Source : étude sur les métiers de l’inspection publiée par l’Observatoire de l’évolution des métiers de l’assurance en mars 2018
Des nouveaux profils
La profession semble toutefois s’ouvrir à de nouveaux profils : alors que l’âge moyen tourne autour de 48 ans, le groupe Klésia intègre des inspecteurs assez jeunes, « de préférence avec une expérience dans le courtage ou la souscription », explique Denis Stainier, directeur général adjoint. Le dirigeant de Klésia plaide toutefois pour une certaine diversité : « Il n’existe pas plus de profil universel d’inspecteur que de profil universel de courtier. Avec les courtiers de proximité, les inspecteurs sont plutôt dans le conseil et l’animation commerciale. Mais dans le grand courtage, les inspecteurs doivent avoir une culture technique solide : il faut une véritable expertise pour vendre des contrats collectifs de santé ou prévoyance sur mesure. »

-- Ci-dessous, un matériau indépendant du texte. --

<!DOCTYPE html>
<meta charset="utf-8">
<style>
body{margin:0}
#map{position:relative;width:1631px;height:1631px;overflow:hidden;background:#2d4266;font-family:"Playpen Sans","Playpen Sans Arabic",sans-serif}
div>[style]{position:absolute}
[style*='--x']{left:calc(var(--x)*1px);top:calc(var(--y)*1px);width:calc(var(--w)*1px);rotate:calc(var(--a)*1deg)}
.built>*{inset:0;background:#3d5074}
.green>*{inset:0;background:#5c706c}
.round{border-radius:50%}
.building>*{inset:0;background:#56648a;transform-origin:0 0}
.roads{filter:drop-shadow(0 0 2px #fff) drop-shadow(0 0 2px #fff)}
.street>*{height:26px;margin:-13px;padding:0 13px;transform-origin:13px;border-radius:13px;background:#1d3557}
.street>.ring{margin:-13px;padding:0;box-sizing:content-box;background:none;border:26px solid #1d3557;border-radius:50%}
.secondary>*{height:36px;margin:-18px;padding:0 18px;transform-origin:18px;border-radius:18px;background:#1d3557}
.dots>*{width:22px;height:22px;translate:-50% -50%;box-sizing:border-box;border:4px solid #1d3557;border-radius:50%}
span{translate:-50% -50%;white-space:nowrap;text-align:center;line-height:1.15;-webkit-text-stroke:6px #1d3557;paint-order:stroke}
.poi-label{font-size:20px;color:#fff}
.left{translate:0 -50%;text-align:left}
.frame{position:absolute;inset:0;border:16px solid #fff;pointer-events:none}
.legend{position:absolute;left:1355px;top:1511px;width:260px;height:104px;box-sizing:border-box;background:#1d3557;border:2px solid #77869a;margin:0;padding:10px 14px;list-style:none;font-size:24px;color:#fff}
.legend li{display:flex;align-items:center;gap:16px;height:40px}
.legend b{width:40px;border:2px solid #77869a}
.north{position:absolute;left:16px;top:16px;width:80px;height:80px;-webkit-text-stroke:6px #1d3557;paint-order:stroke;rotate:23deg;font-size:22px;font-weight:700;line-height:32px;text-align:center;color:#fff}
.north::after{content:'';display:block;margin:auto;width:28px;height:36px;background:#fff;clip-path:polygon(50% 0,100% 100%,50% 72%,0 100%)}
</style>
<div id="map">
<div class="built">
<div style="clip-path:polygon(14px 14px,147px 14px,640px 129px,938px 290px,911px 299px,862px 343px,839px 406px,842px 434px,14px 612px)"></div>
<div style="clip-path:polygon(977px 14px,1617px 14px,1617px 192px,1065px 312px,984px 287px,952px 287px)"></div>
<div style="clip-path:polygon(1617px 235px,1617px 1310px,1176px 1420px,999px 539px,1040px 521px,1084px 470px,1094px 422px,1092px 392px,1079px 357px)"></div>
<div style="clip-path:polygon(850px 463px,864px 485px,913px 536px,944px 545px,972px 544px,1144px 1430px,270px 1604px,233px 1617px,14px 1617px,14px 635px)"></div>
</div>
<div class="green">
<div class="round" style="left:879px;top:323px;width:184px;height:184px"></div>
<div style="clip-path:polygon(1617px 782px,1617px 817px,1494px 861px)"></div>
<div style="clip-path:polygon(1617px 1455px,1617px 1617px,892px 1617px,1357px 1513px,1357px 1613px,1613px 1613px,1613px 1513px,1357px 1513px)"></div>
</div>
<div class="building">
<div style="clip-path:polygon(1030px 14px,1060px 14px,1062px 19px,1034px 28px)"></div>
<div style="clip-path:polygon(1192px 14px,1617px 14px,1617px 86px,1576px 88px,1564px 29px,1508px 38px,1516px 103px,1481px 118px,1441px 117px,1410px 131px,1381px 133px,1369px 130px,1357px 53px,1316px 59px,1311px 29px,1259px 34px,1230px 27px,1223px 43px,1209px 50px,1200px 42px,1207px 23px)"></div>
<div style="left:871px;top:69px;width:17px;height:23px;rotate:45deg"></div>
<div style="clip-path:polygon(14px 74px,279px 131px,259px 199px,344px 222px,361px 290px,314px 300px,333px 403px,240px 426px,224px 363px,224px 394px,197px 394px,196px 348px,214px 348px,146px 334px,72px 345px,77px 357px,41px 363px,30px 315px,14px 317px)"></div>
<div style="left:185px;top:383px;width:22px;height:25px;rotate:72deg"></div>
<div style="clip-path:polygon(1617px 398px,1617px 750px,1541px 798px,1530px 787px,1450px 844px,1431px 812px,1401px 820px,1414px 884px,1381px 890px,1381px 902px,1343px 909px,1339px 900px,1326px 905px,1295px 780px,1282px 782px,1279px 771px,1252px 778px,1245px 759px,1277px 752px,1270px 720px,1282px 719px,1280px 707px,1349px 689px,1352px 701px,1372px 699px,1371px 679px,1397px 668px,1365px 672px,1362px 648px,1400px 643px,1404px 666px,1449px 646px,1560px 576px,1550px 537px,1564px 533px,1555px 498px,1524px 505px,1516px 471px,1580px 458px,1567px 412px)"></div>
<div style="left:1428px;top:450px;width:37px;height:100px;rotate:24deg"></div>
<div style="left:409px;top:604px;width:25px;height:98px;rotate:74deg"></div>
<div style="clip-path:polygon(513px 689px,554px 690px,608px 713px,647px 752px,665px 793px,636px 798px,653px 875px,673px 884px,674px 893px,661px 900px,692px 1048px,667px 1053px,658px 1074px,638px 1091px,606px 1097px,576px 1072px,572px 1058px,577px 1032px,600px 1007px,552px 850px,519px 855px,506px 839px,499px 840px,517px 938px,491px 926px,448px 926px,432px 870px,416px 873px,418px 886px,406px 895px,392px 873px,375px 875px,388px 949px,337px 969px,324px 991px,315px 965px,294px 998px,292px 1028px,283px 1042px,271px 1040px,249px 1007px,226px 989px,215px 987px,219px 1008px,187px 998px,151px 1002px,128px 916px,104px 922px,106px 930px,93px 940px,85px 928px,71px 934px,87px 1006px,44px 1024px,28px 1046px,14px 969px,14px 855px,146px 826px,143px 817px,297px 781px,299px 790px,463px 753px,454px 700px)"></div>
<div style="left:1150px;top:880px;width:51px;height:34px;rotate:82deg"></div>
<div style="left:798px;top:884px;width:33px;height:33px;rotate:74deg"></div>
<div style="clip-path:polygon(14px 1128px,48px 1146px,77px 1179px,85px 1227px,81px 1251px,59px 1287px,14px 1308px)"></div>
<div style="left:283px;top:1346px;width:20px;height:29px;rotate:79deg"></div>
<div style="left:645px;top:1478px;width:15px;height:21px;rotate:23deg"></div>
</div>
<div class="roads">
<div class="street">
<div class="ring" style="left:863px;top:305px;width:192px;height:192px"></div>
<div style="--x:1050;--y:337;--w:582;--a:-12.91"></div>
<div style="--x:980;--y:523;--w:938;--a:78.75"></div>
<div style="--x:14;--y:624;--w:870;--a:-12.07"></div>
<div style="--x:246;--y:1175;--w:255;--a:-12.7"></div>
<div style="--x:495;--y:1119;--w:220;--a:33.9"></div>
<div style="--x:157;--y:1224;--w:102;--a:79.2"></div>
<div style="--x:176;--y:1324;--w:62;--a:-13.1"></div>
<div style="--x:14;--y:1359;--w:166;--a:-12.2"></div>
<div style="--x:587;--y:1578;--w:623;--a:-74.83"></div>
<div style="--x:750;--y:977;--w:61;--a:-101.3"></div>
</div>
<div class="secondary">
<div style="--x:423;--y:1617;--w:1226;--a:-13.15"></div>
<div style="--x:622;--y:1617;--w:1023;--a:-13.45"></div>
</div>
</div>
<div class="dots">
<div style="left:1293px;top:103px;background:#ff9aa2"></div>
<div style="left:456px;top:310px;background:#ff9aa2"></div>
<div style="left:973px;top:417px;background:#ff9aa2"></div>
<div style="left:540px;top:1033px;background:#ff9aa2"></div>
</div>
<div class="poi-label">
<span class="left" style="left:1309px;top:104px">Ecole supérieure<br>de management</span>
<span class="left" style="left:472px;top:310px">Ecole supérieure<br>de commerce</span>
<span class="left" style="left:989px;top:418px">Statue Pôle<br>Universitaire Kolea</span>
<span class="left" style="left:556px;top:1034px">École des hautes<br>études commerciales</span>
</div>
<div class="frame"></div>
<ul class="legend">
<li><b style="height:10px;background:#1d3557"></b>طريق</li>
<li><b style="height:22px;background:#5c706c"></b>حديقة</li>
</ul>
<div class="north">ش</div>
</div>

Loquace sur le profil des inspecteurs, Denis Stainier est nettement moins disert en revanche quand on l’interroge sur les effectifs d’inspecteurs de Klésia : « C’est une information sensible au plan concurrentiel. Nous ne disons pas de combien de divisions nous disposons.» Il n’est pas le seul. Sur les 20 compagnies que nous avons interrogées, une seule a bien voulu lever le voile sur son équipe d’inspection : Allianz France dispose de 77 inspecteurs pour animer son réseau de 3 400 courtiers. La nouvelle organisation de la filiale de l’assureur allemand, mise en œuvre au 1er septembre 2017, a été entièrement repensée dans une logique de valorisation des cabinets à potentiel. « Nous avons fait le constat que sur nos 3 400 cabinets partenaires, un quart seulement assure 95% du chiffre d’affaires d’Allianz Courtage, explique Franck Le Vallois, membre du comité exécutif en charge de l’unité Distribution. Nous avons donc décidé de transformer les modes d’animation des courtiers en calculant le potentiel de chacun des cabinets. » Leur profil a été analysé et évalué à l’aune de deux critères : « Leur potentiel de développement commercial et leur sensibilité à l’animation présentielle (à savoir le rapport entre le nombre d’interactions et la croissance observée du chiffre d’affaires). ».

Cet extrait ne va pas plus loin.